Stored items
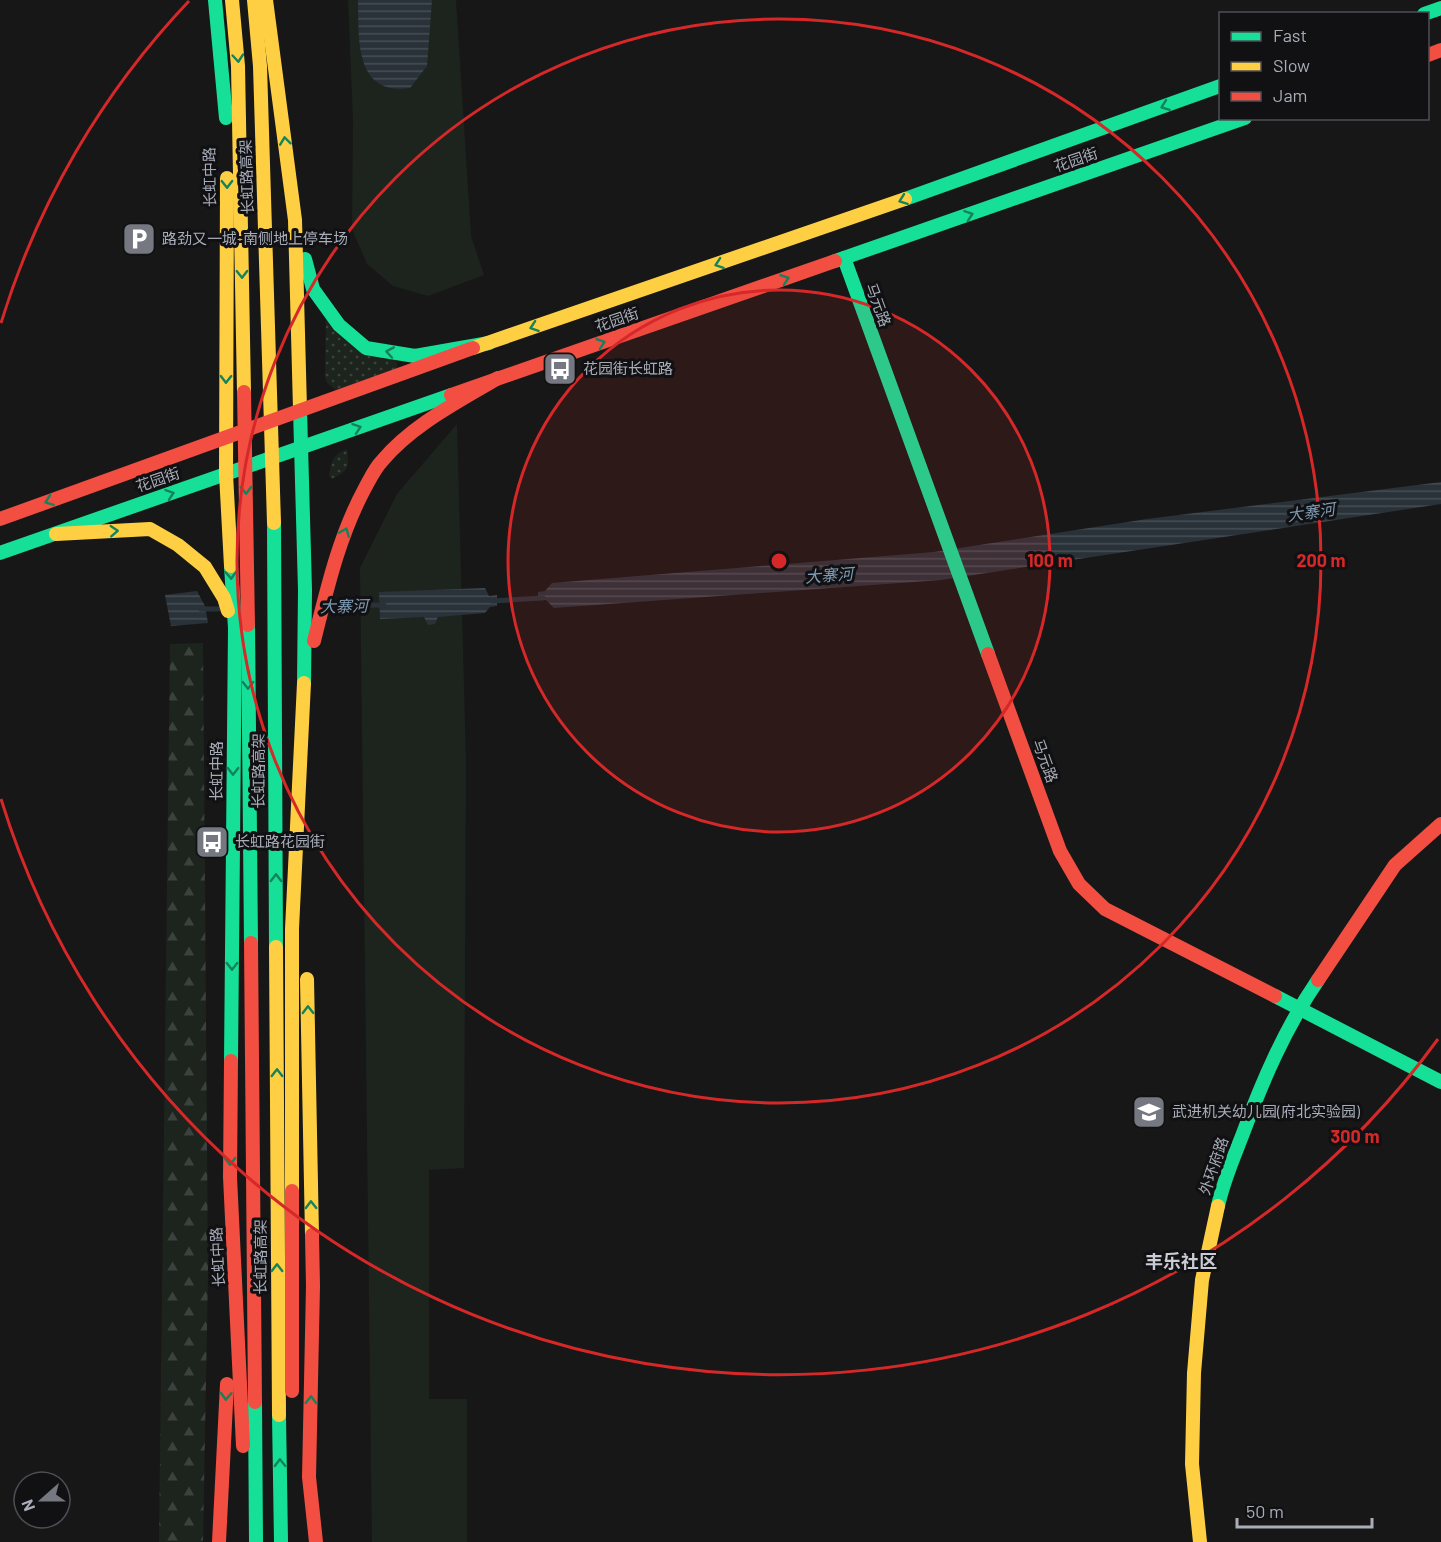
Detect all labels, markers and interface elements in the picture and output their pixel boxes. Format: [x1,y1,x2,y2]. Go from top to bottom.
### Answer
legend [1219,12,1429,120]
text: Fast [1273,24,1307,46]
one-way arrow [231,54,244,63]
text: Slow [1273,54,1310,76]
text: Jam [1273,84,1307,106]
one-way arrow [1161,99,1171,112]
one-way arrow [279,137,292,146]
street label: 长虹路高架 [236,139,256,215]
street label: 花园街 [1051,143,1100,175]
street label: 长虹中路 [199,147,219,207]
one-way arrow [221,179,233,188]
one-way arrow [898,193,909,206]
one-way arrow [963,209,974,222]
parking icon: 路劲又一城-南侧地上停车场 [121,221,157,257]
place label: 路劲又一城-南侧地上停车场 [162,229,348,247]
one-way arrow [714,257,724,270]
one-way arrow [236,270,249,279]
one-way arrow [779,273,790,286]
street label: 马元路 [863,280,895,329]
street label: 花园街 [592,303,641,335]
one-way arrow [529,320,540,333]
one-way arrow [595,337,606,350]
one-way arrow [385,346,394,358]
bus stop icon: 花园街长虹路 [542,351,578,387]
place label: 花园街长虹路 [583,359,673,377]
one-way arrow [220,374,232,383]
one-way arrow [351,422,362,435]
street label: 花园街 [133,463,182,495]
one-way arrow [240,486,252,495]
one-way arrow [164,488,175,501]
one-way arrow [44,493,55,506]
water label: 大寨河 [1286,498,1339,524]
one-way arrow [110,525,119,538]
one-way arrow [338,527,350,538]
text: 100 m [1027,549,1073,571]
text: 200 m [1296,549,1346,571]
centre of rings [769,551,789,571]
water label: 大寨河 [804,563,857,586]
one-way arrow [224,570,237,579]
water label: 大寨河 [320,596,371,615]
one-way arrow [242,681,254,690]
street label: 长虹路高架 [249,733,267,809]
street label: 马元路 [1030,736,1062,785]
street label: 长虹中路 [207,741,225,801]
one-way arrow [227,766,240,775]
bus stop icon: 长虹路花园街 [194,824,230,860]
place label: 长虹路花园街 [235,832,325,850]
one-way arrow [270,873,282,882]
one-way arrow [226,961,238,970]
one-way arrow [301,1006,314,1015]
one-way arrow [270,1068,283,1077]
school or university icon: 武进机关幼儿园(府北实验园) [1131,1094,1167,1130]
place label: 武进机关幼儿园(府北实验园) [1172,1102,1360,1120]
text: 300 m [1331,1125,1379,1147]
street label: 外环府路 [1195,1134,1231,1197]
one-way arrow [224,1156,237,1165]
one-way arrow [305,1200,318,1209]
street label: 长虹路高架 [251,1219,269,1295]
street label: 长虹中路 [206,1227,228,1287]
district label: 丰乐社区 [1145,1250,1217,1272]
one-way arrow [271,1263,284,1272]
one-way arrow [220,1391,233,1400]
one-way arrow [304,1395,317,1404]
one-way arrow [274,1458,286,1467]
north arrow [12,1470,72,1530]
scale bar [1237,1491,1372,1529]
text: N [17,1497,38,1514]
text: 50 m [1246,1500,1284,1522]

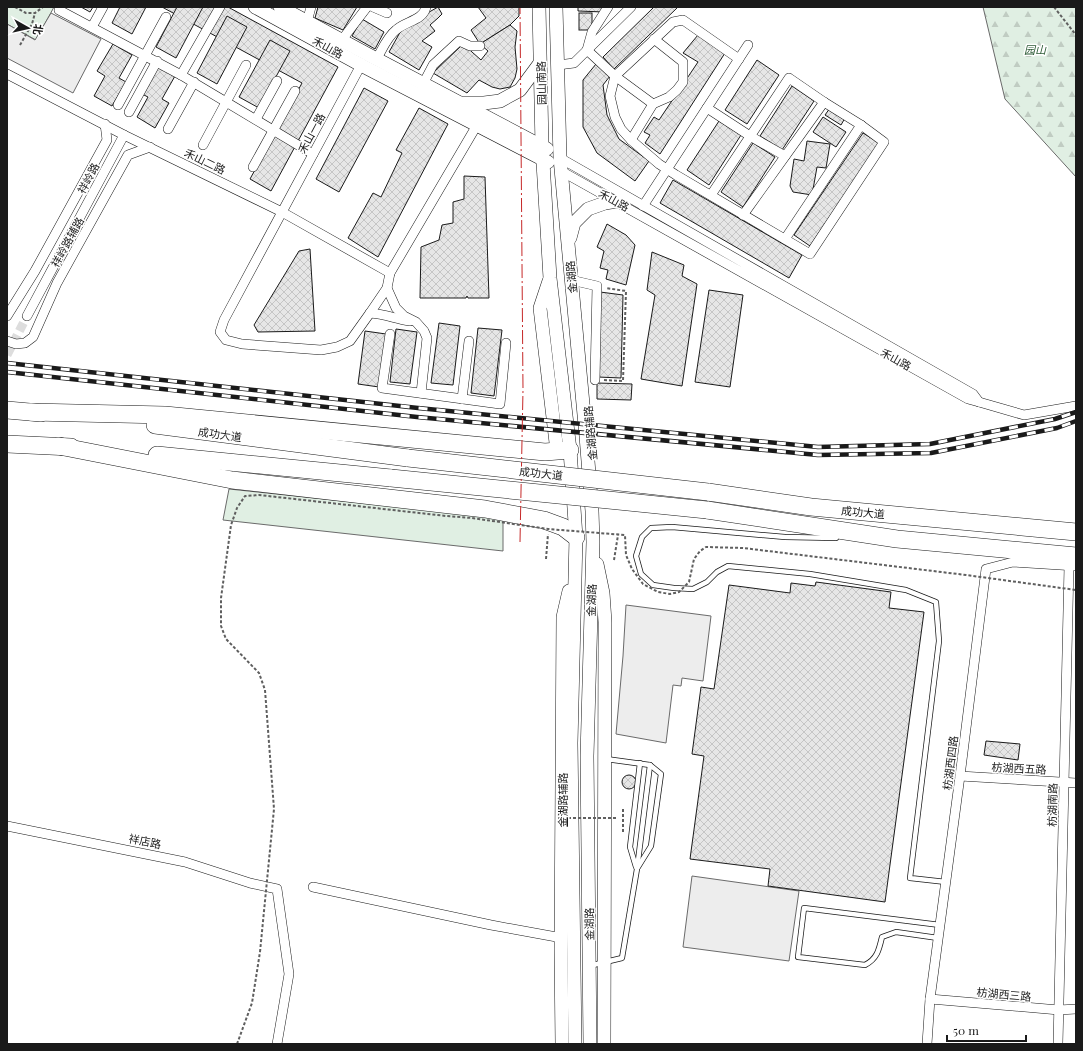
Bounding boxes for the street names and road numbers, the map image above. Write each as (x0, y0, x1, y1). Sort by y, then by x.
street label: 禾山路 (310, 32, 346, 62)
street label: 园山南路 (533, 61, 549, 105)
street label: 禾山一路 (294, 110, 328, 156)
street label: 禾山二路 (182, 145, 228, 177)
street label: 祥岭路 (74, 160, 102, 196)
street label: 禾山路 (596, 185, 632, 215)
street label: 祥岭路辅路 (47, 214, 87, 270)
street label: 金湖路 (562, 260, 580, 294)
street label: 禾山路 (878, 344, 914, 374)
street label: 金湖路辅路 (580, 405, 600, 461)
street label: 成功大道 (197, 424, 243, 444)
street label: 成功大道 (518, 463, 564, 483)
street label: 成功大道 (840, 503, 886, 521)
street label: 金湖路 (583, 583, 599, 617)
street label: 枋湖西四路 (939, 735, 961, 791)
street label: 枋湖西五路 (991, 759, 1047, 777)
street label: 金湖路辅路 (555, 773, 570, 828)
street label: 枋湖南路 (1044, 783, 1060, 827)
street label: 祥店路 (127, 830, 163, 852)
street label: 金湖路 (581, 907, 597, 941)
street label: 枋湖西三路 (976, 984, 1032, 1004)

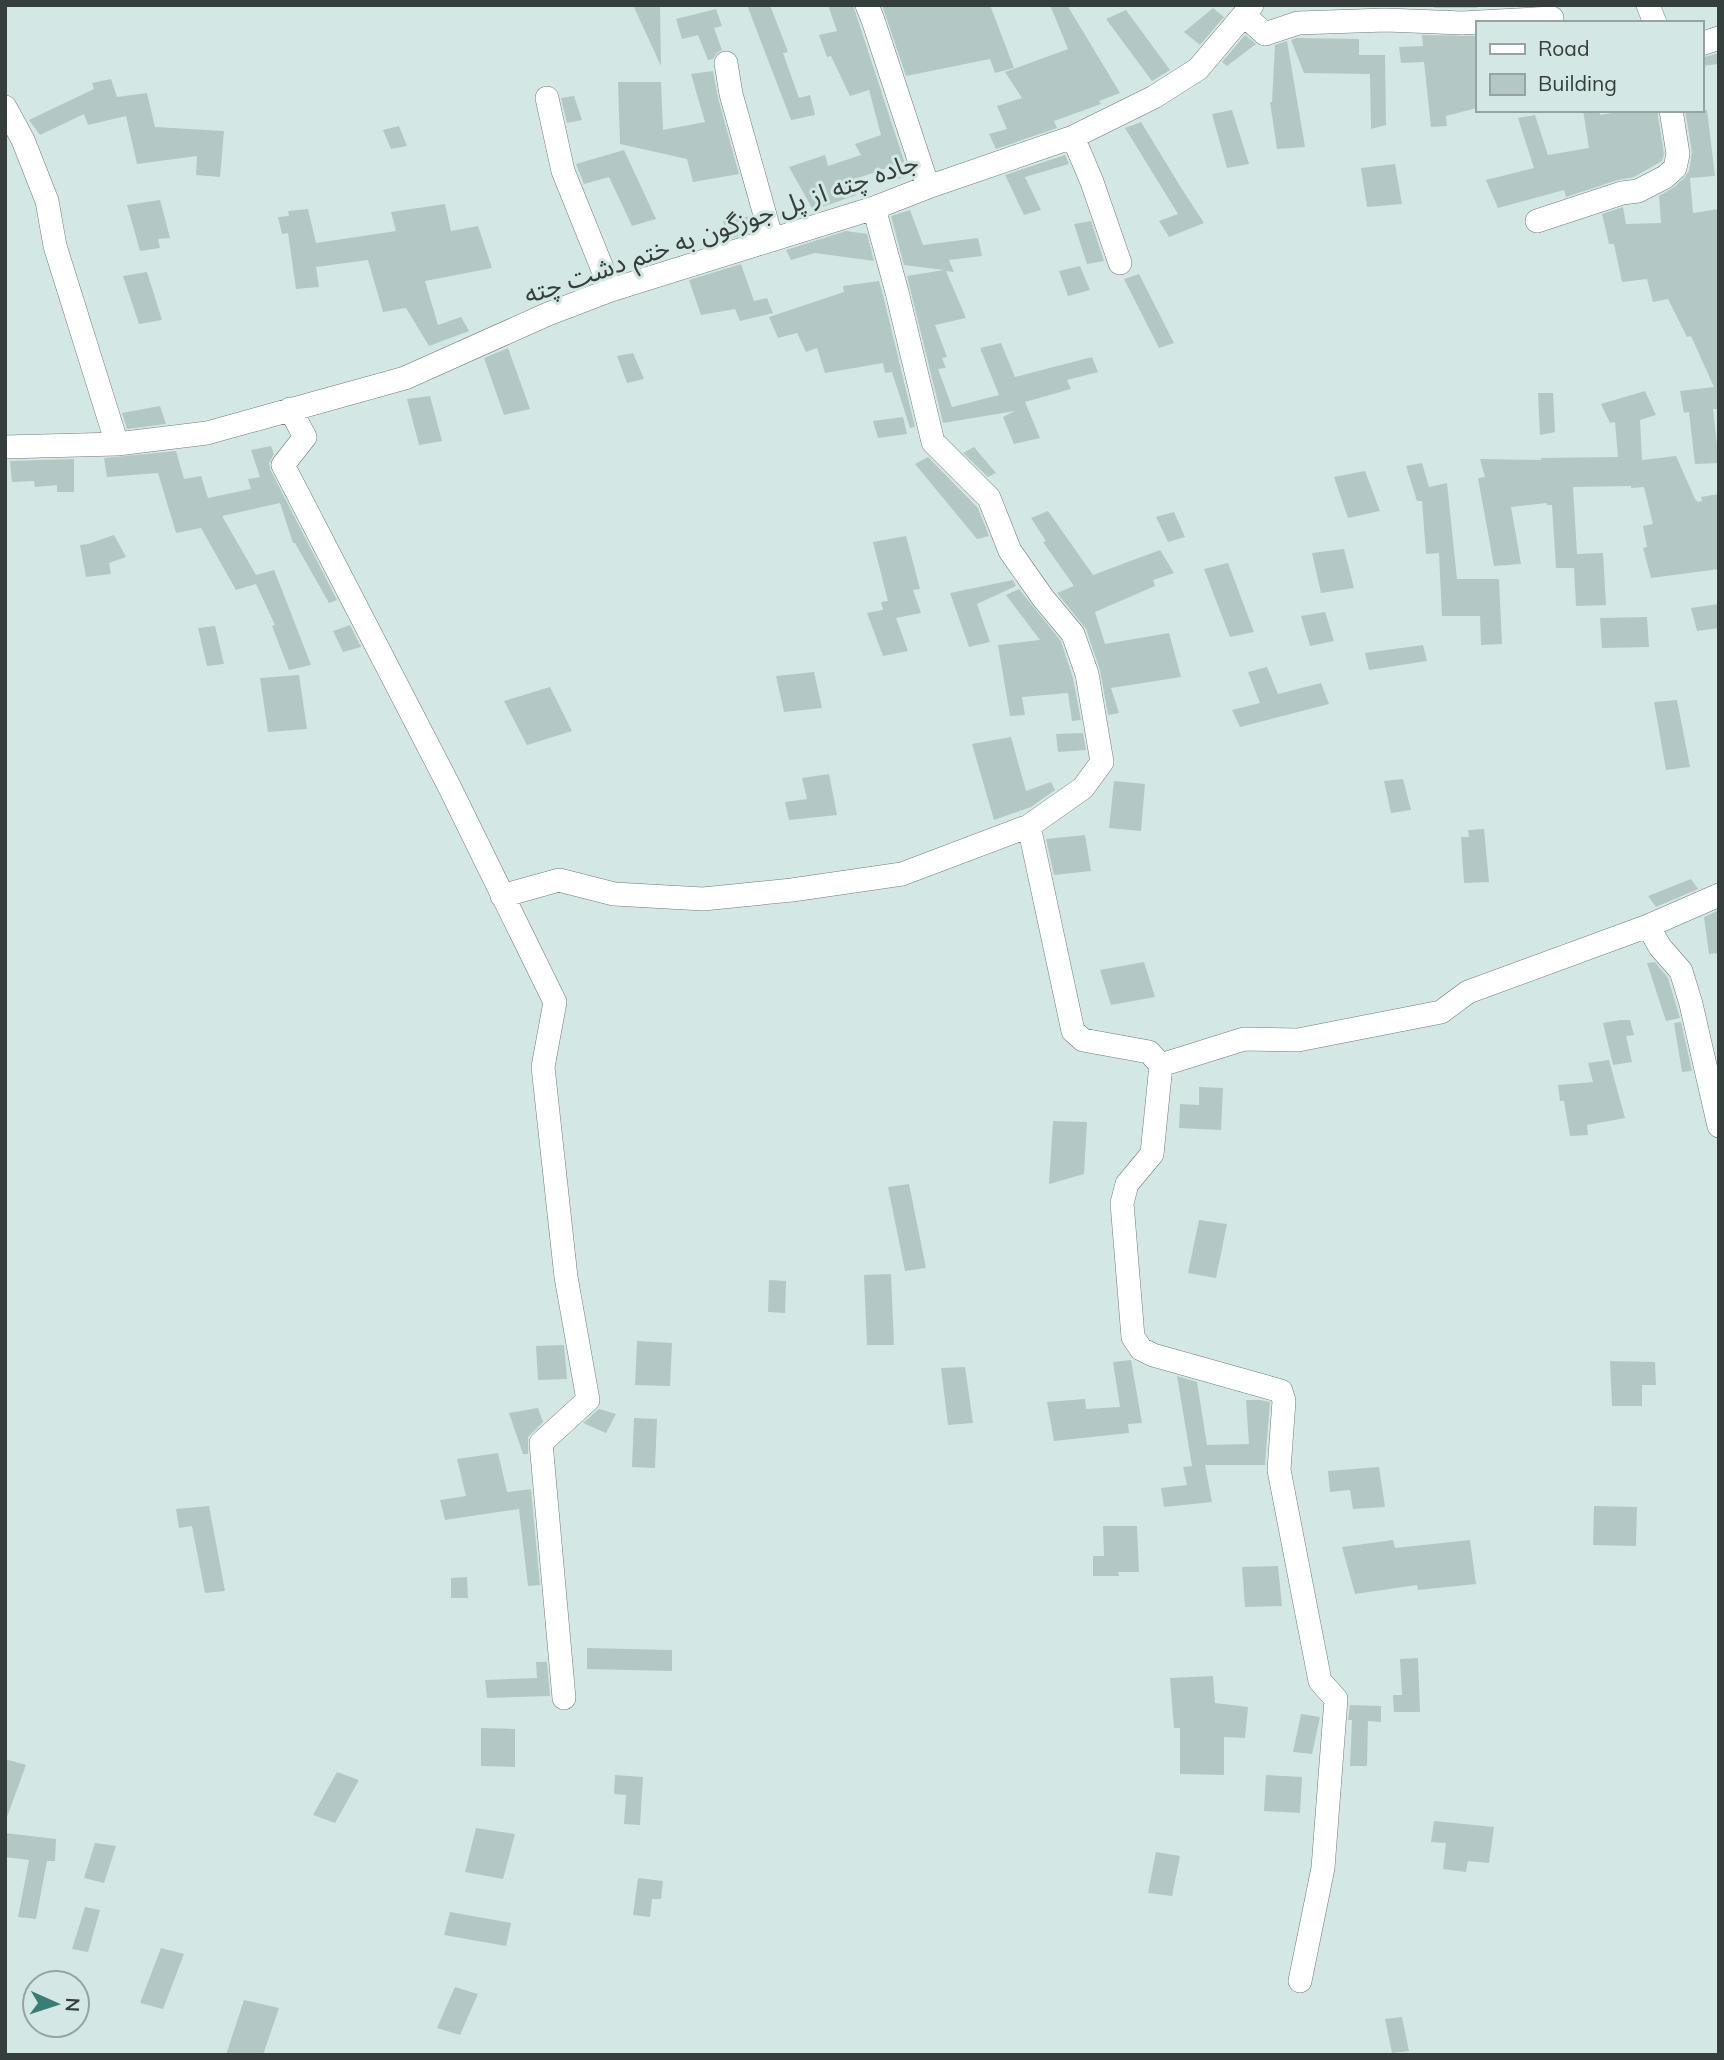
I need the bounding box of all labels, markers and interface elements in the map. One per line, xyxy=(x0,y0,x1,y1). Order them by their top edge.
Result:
legend xyxy=(1476,21,1703,112)
text: Road xyxy=(1538,35,1589,61)
text: Building xyxy=(1538,70,1617,96)
street label: جاده چته از پل جوزگون به ختم دشت چته xyxy=(519,144,924,315)
north arrow xyxy=(21,1969,91,2039)
text: N xyxy=(61,1997,85,2013)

WORK REQUIRED:
Write down exactly the line with "I need the bounding", then each line after it through the end of the data.

ANSWER BELOW:
I need the bounding box of all labels, markers and interface elements in the map. One per line, xyxy=(x0,y0,x1,y1). Order them by their top edge.
Result:
legend xyxy=(1476,21,1703,112)
text: Road xyxy=(1538,35,1589,61)
text: Building xyxy=(1538,70,1617,96)
street label: جاده چته از پل جوزگون به ختم دشت چته xyxy=(519,144,924,315)
north arrow xyxy=(21,1969,91,2039)
text: N xyxy=(61,1997,85,2013)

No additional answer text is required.